== Segment start ==

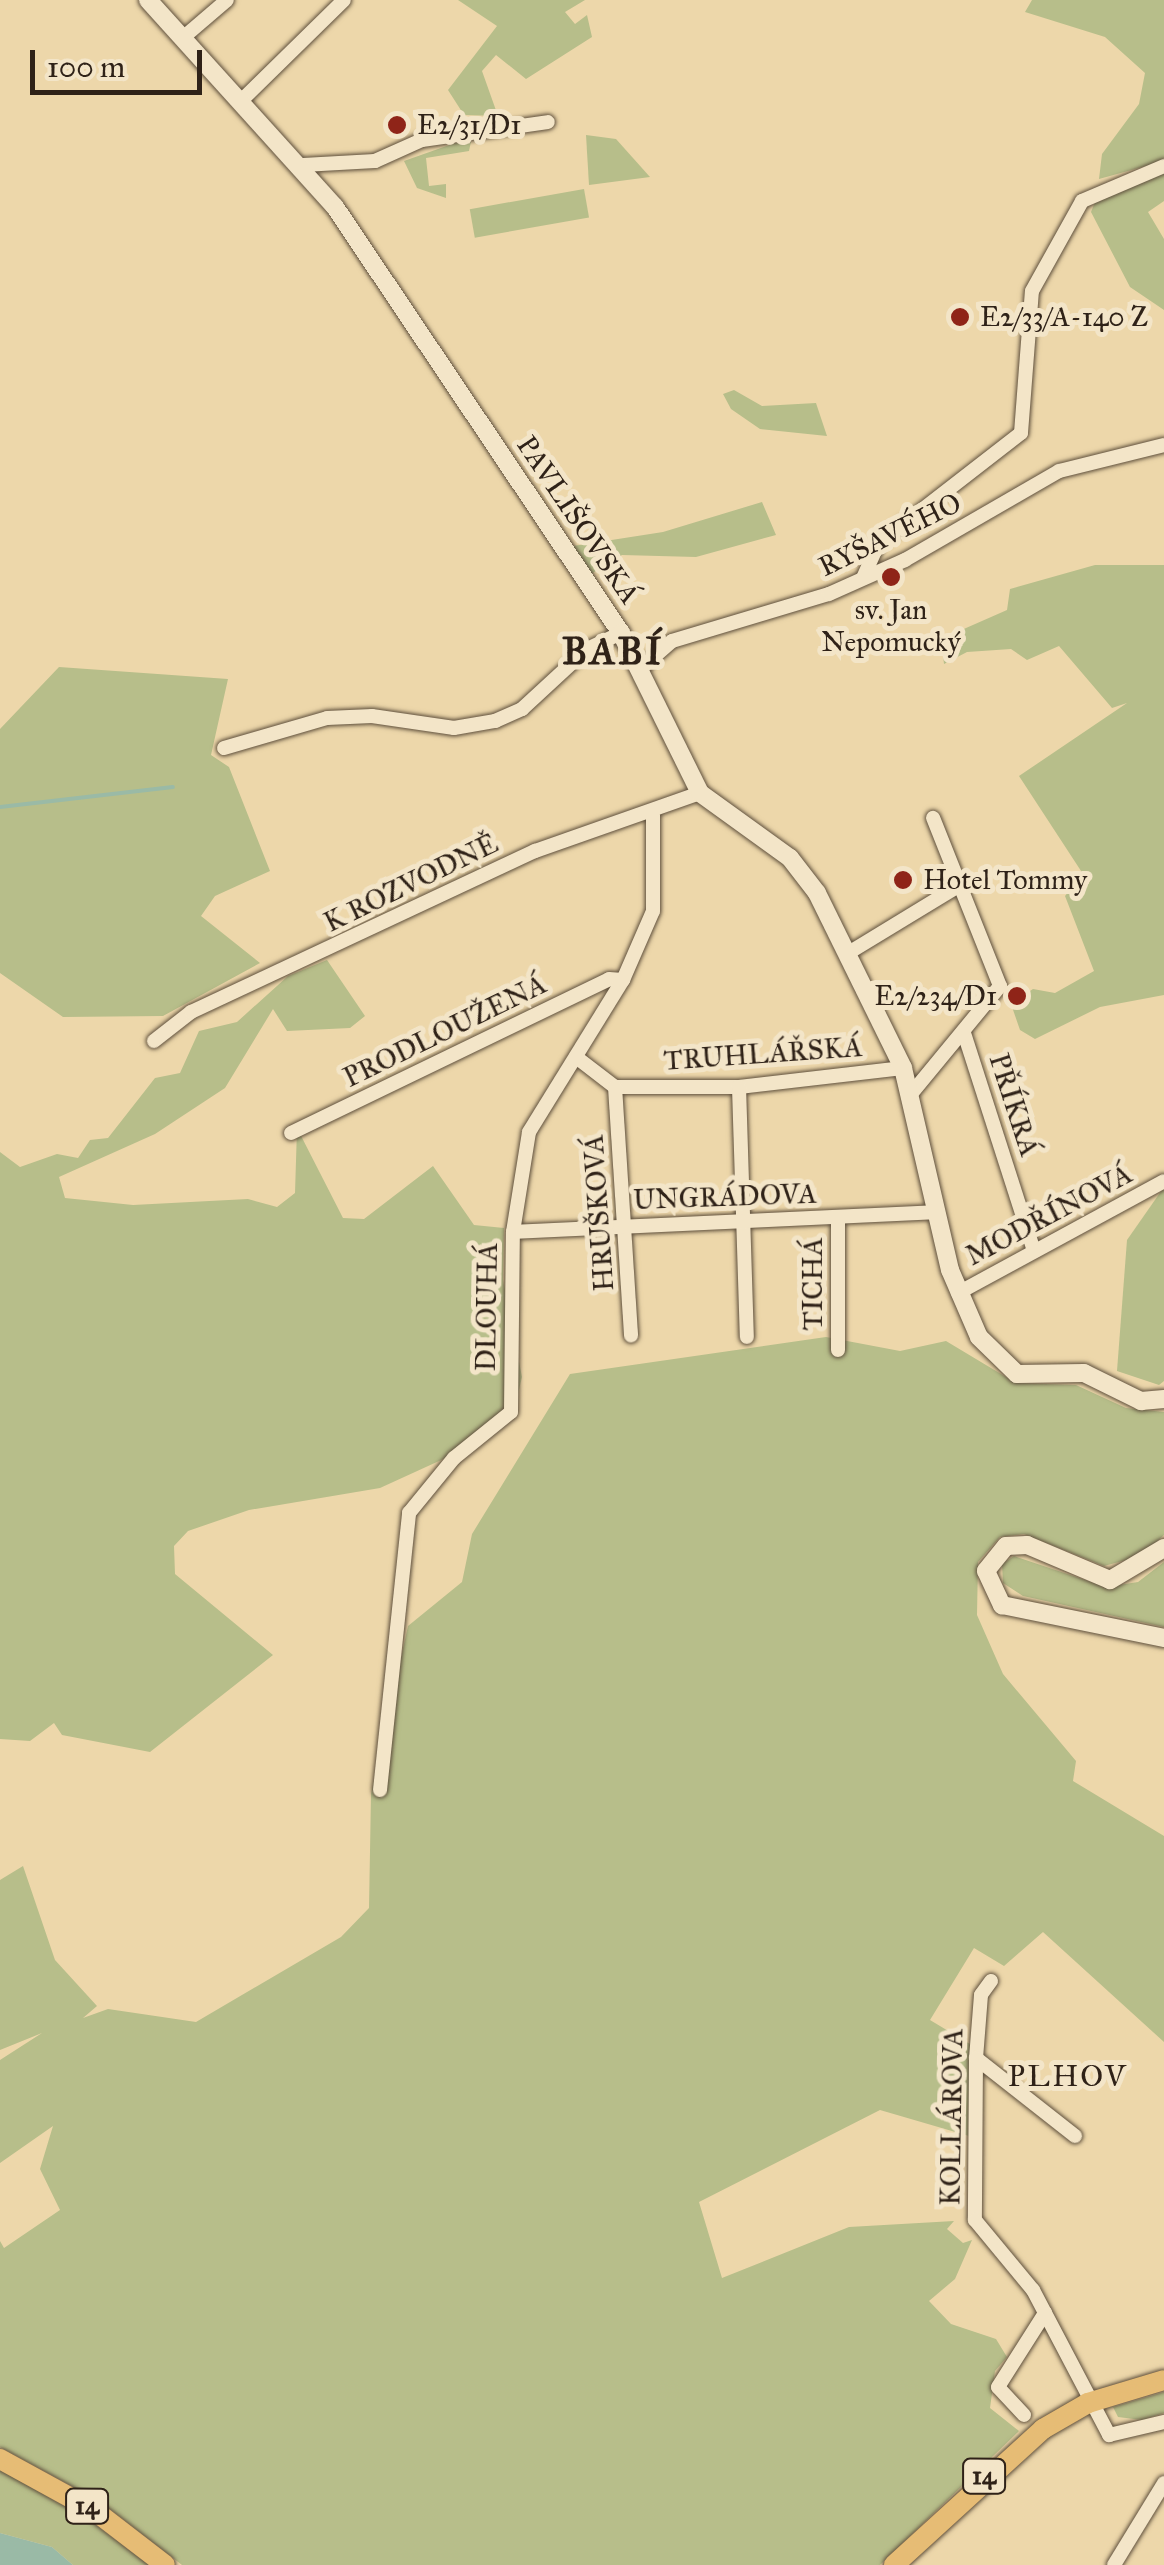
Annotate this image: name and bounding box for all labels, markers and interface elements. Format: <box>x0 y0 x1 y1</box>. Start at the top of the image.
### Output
scale bar <box>35 30 208 92</box>
text: 100 m <box>47 49 125 85</box>
place label: E2/31/D1 <box>417 108 521 142</box>
marker: E2/31/D1 <box>386 114 408 136</box>
place label: E2/33/A-140 Z <box>980 300 1148 334</box>
marker: E2/33/A-140 Z <box>949 306 971 328</box>
street label: PAVLIŠOVSKÁ <box>510 430 646 610</box>
street label: RYŠAVÉHO <box>813 486 967 584</box>
marker: sv. Jan Nepomucký <box>880 566 902 588</box>
place label: sv. Jan Nepomucký <box>821 593 961 659</box>
district label: BABÍ <box>562 629 664 675</box>
street label: K ROZVODNĚ <box>319 826 503 940</box>
place label: Hotel Tommy <box>923 863 1087 897</box>
marker: Hotel Tommy <box>892 869 914 891</box>
street label: PRODLOUŽENÁ <box>338 967 552 1095</box>
place label: E2/234/D1 <box>874 979 997 1013</box>
marker: E2/234/D1 <box>1006 985 1028 1007</box>
street label: TRUHLÁŘSKÁ <box>662 1030 864 1078</box>
street label: PŘÍKRÁ <box>982 1049 1046 1161</box>
street label: HRUŠKOVÁ <box>577 1133 621 1293</box>
street label: MODŘÍNOVÁ <box>960 1157 1138 1273</box>
street label: UNGRÁDOVA <box>633 1177 817 1217</box>
street label: TICHÁ <box>796 1237 830 1331</box>
street label: DLOUHÁ <box>469 1242 505 1372</box>
street label: KOLLÁROVA <box>934 2028 970 2206</box>
district label: PLHOV <box>1008 2058 1128 2094</box>
road number: 14 <box>962 2456 1006 2496</box>
road number: 14 <box>64 2486 110 2526</box>

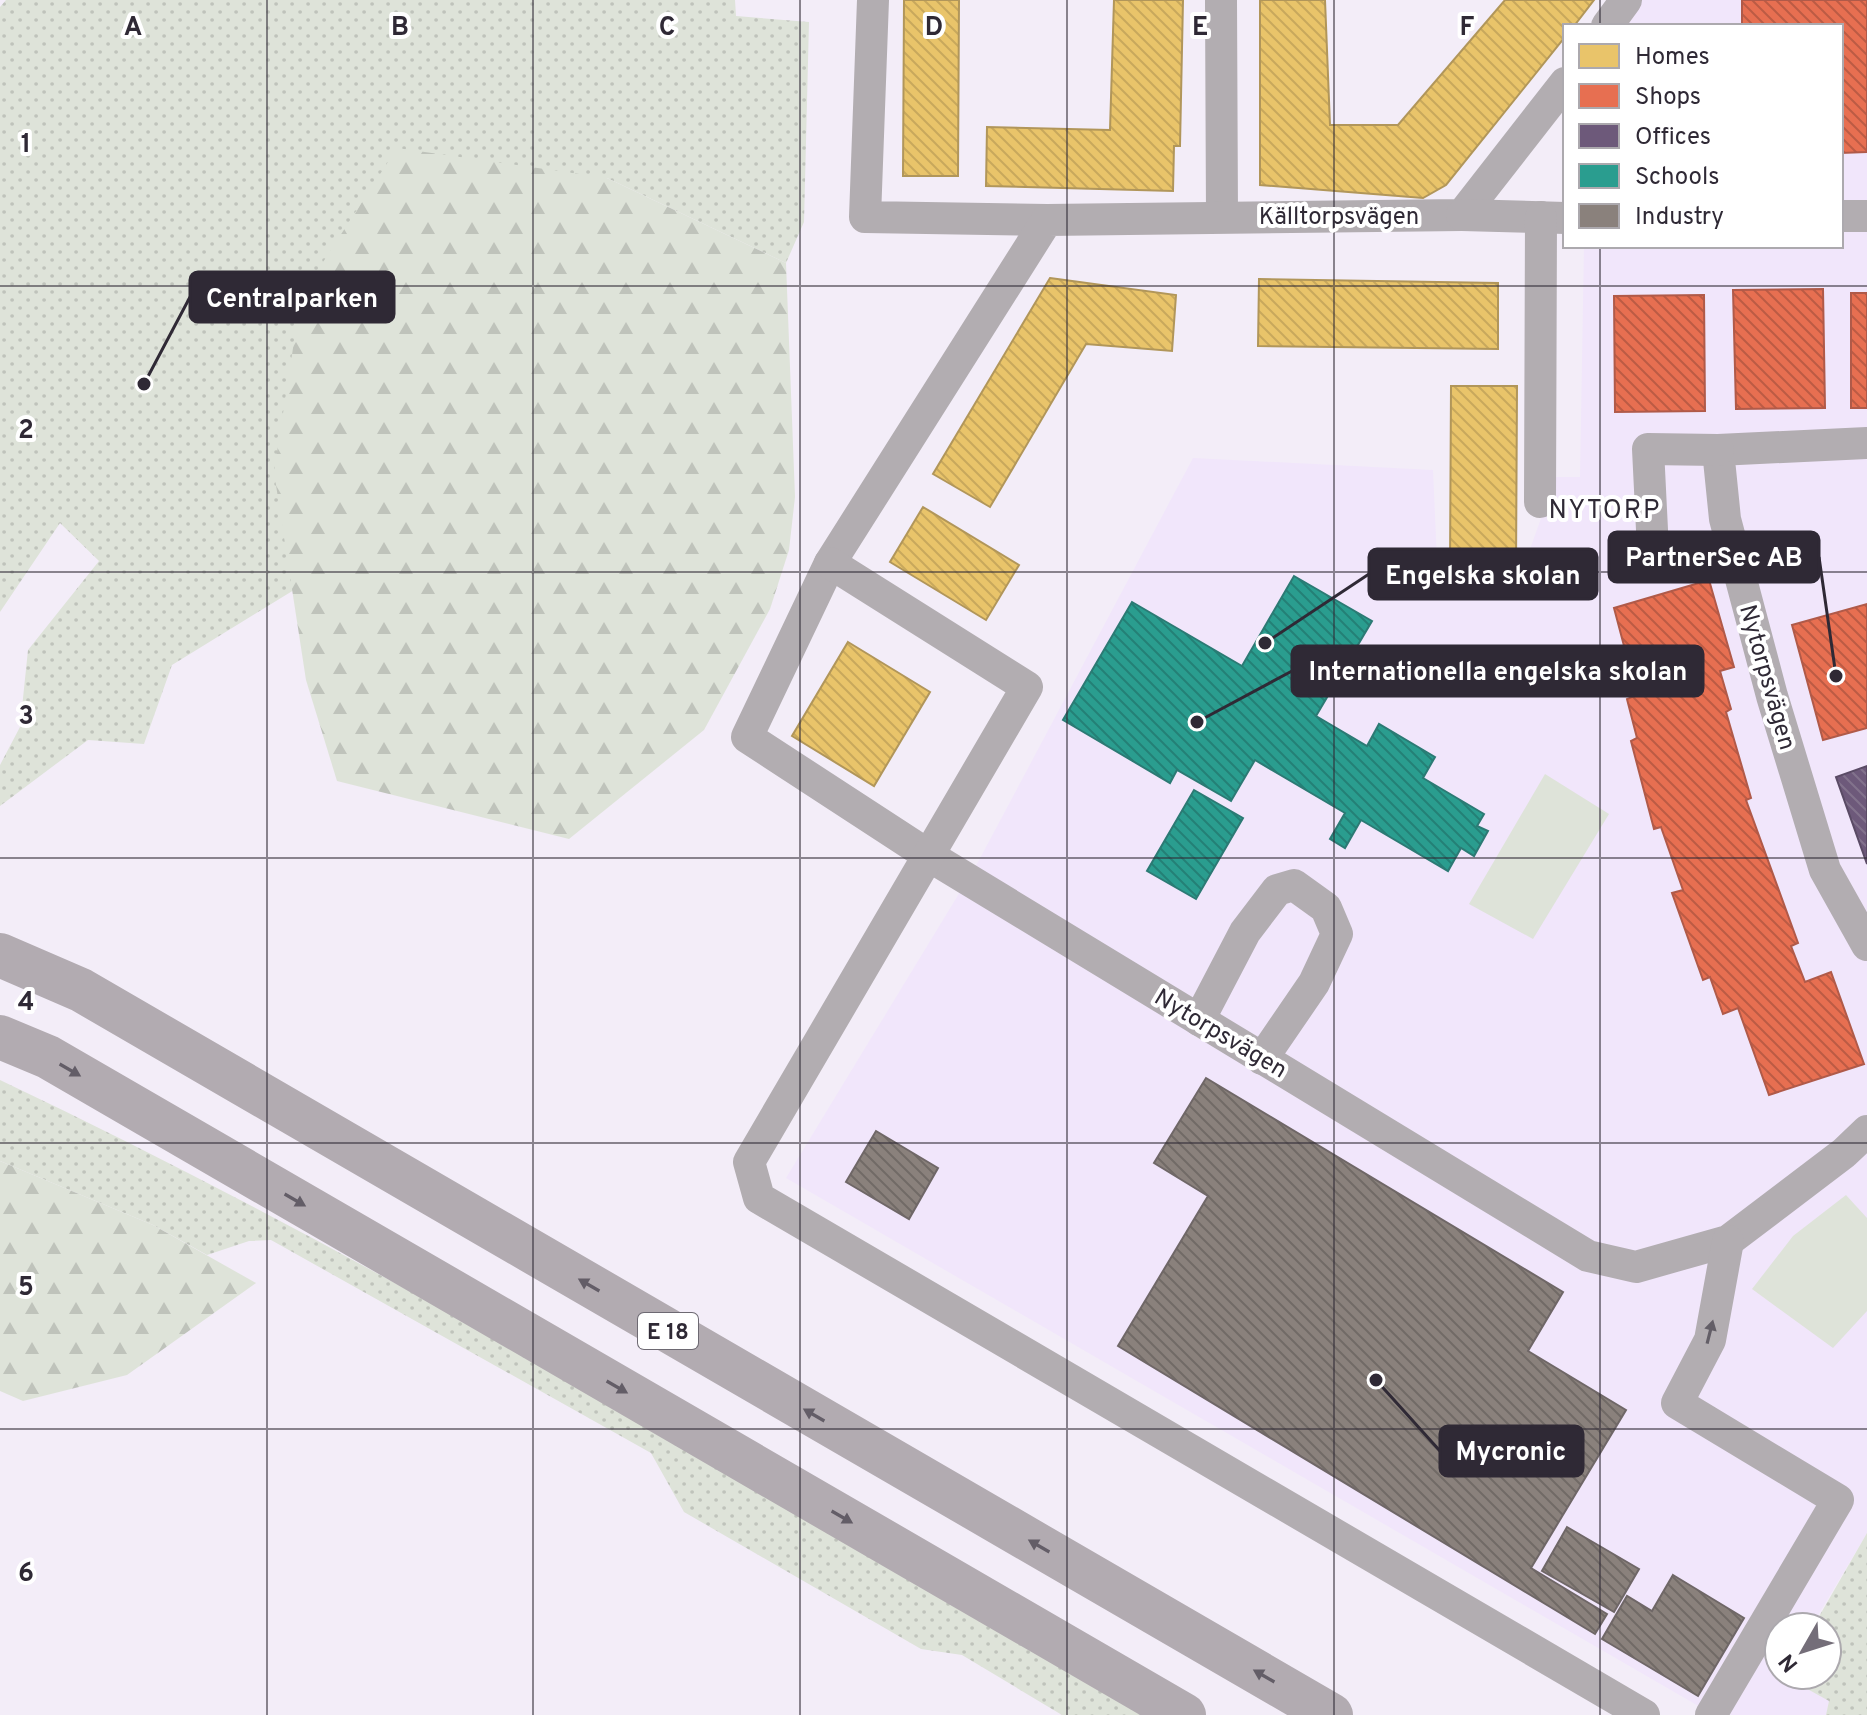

== Segment end ==

• _AIM OF THE EXERCISE_: Pictures in the records above should not be copied. Repeat everything else exactly.

• _EXERCISE SOLUTION_:
Annotate this image: name and bounding box for all labels, markers and interface elements. Format: <box>x0 y0 x1 y1</box>. Start at the top of the image.
### Output
scale bar <box>35 30 208 92</box>
text: 100 m <box>47 49 125 85</box>
place label: E2/31/D1 <box>417 108 521 142</box>
marker: E2/31/D1 <box>386 114 408 136</box>
place label: E2/33/A-140 Z <box>980 300 1148 334</box>
marker: E2/33/A-140 Z <box>949 306 971 328</box>
street label: PAVLIŠOVSKÁ <box>510 430 646 610</box>
street label: RYŠAVÉHO <box>813 486 967 584</box>
marker: sv. Jan Nepomucký <box>880 566 902 588</box>
place label: sv. Jan Nepomucký <box>821 593 961 659</box>
district label: BABÍ <box>562 629 664 675</box>
street label: K ROZVODNĚ <box>319 826 503 940</box>
place label: Hotel Tommy <box>923 863 1087 897</box>
marker: Hotel Tommy <box>892 869 914 891</box>
street label: PRODLOUŽENÁ <box>338 967 552 1095</box>
place label: E2/234/D1 <box>874 979 997 1013</box>
marker: E2/234/D1 <box>1006 985 1028 1007</box>
street label: TRUHLÁŘSKÁ <box>662 1030 864 1078</box>
street label: PŘÍKRÁ <box>982 1049 1046 1161</box>
street label: HRUŠKOVÁ <box>577 1133 621 1293</box>
street label: MODŘÍNOVÁ <box>960 1157 1138 1273</box>
street label: UNGRÁDOVA <box>633 1177 817 1217</box>
street label: TICHÁ <box>796 1237 830 1331</box>
street label: DLOUHÁ <box>469 1242 505 1372</box>
street label: KOLLÁROVA <box>934 2028 970 2206</box>
district label: PLHOV <box>1008 2058 1128 2094</box>
road number: 14 <box>962 2456 1006 2496</box>
road number: 14 <box>64 2486 110 2526</box>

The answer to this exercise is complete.